This gives you a realistic baseline. Using a tool like the Moneysmart Budget Planner or even just exporting a .csv file of your bank and credit card transactions into an Excel worksheet are all you really need.

Think in “today’s dollars”, then factor in inflation. Unless you’re a Futures trader, it’s easier to grasp what $50,000 buys now than to calculate what it might buy in 15 years. From there, you (or a financial adviser) can factor in inflation when projecting how much you'll need saved. 

As a rule of thumb, many financial institutions and calculators, such as those provided by AustralianSuper and Moneysmart.gov.au, use 2.5% as a default inflation rate. Noel Whittaker generally uses a 2% inflation rate for his calculators.

3. Update your timeline

Run your numbers for a few scenarios – perhaps retiring at 60, 62, 65 and 67. How do your savings, super balance and projected income change?

4. Plan for flexibility

Consider a staged retirement: reduce your hours, switch to a role you love, or start the “next chapter” career you’ve always dreamed of.

5. Check your health and lifestyle plan

Those extra working years can be great if your body is up for it.

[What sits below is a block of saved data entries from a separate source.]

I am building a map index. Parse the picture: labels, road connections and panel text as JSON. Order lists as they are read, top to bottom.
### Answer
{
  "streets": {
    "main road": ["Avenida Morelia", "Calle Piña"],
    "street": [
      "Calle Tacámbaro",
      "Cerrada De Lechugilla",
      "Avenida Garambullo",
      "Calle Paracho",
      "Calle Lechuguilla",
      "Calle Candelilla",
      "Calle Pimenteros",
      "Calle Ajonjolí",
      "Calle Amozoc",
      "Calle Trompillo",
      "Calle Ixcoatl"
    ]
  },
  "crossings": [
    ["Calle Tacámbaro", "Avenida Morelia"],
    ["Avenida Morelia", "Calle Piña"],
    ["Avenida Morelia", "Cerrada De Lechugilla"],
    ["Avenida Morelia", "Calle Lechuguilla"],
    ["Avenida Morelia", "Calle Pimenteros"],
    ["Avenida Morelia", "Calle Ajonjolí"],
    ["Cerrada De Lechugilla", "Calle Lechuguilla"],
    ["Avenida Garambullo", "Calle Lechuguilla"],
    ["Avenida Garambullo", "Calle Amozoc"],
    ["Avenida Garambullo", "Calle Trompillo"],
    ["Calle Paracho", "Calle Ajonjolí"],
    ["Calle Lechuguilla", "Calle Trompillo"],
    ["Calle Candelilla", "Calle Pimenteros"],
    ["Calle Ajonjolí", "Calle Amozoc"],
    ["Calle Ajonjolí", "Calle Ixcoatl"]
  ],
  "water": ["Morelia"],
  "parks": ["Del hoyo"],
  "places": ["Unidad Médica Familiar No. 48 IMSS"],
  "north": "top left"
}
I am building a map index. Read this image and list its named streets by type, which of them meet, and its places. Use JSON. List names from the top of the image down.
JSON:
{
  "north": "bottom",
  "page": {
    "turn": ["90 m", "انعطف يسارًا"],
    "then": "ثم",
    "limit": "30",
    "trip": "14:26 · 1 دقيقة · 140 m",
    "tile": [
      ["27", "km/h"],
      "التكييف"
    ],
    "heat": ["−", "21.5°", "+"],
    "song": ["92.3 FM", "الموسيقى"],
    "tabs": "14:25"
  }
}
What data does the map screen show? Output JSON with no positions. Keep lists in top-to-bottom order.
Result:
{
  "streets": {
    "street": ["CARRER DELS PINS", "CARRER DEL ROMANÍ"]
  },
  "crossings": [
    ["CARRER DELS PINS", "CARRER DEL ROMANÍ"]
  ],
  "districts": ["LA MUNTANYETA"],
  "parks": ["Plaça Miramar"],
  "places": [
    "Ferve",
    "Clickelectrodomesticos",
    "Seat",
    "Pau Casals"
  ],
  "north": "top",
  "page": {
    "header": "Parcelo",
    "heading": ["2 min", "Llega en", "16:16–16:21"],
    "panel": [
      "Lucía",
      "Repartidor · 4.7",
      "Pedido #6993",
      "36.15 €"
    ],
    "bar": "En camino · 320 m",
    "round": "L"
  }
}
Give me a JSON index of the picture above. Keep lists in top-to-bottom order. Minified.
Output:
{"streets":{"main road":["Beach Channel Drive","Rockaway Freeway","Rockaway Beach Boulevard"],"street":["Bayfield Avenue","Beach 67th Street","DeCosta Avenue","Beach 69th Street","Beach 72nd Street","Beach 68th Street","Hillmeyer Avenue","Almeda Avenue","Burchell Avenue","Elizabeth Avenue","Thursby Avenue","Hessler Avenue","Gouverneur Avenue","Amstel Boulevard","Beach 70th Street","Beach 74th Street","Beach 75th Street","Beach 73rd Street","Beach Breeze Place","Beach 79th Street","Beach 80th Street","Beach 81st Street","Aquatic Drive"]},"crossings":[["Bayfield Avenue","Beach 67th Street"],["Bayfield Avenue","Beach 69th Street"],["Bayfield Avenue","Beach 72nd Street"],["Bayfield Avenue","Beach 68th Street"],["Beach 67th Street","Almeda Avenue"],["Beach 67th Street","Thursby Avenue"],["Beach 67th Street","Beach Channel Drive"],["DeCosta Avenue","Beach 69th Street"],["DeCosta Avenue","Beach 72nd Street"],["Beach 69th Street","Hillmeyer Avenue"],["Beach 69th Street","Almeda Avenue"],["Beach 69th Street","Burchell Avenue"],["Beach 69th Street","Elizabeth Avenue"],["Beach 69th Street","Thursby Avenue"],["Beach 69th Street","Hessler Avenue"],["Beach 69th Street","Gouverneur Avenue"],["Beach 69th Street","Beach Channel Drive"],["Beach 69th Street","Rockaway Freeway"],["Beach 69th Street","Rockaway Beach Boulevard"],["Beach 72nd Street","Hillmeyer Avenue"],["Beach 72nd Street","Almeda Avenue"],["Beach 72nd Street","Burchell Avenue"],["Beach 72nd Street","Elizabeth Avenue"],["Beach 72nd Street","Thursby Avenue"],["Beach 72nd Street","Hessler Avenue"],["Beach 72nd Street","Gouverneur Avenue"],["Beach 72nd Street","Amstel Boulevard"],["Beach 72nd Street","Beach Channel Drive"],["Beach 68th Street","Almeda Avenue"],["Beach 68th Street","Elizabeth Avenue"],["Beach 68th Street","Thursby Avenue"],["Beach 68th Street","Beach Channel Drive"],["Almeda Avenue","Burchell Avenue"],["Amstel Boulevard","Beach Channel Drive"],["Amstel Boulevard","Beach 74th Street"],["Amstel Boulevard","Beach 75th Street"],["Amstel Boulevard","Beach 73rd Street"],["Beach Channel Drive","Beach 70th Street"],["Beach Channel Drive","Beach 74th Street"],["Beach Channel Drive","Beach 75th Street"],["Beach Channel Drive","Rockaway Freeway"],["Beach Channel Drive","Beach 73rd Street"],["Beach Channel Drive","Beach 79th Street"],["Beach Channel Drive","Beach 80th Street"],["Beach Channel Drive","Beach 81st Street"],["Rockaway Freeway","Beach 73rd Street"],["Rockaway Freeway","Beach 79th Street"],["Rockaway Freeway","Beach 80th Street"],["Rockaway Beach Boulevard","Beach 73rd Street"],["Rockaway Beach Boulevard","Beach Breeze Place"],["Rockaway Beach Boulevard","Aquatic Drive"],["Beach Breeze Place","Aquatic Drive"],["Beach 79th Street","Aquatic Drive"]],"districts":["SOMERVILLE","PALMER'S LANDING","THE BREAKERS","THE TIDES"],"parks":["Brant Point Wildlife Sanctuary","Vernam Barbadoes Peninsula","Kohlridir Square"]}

Invest in taking care of your strength, mobility and stress management now, not later.

6. Talk money early and often

If you’re in a couple, make sure you’re aligned on goals and timing. And whether you’re in a couple or single, build a support network — professional advice from a financial planner, trusted friends who can help you delve into your lifestyle options or a financial coach who can bring the two together.

The beauty of a longer working life is that it opens up new possibilities. You might use the extra income to travel more, help your kids, renovate your home or take a course.

The ABS data is a bit of a wake up call. If the stats say the “average” retiree leaves work at 63.8 and the “average” worker plans to go at 65.6, you get to decide where you sit on that line and how to make each year between now and then count.

This article contains general information only. It is not financial advice and is not intended to influence readers’ decisions about any financial products or investments. Readers’ personal circumstances have not been taken into account and they should always seek their own professional financial and taxation advice that takes into account their financial circumstances, objectives and needs.

Feature image: iStock/Pekic

Tell us in the comments below: What’s your ‘number’ and do you think you’ll hit it?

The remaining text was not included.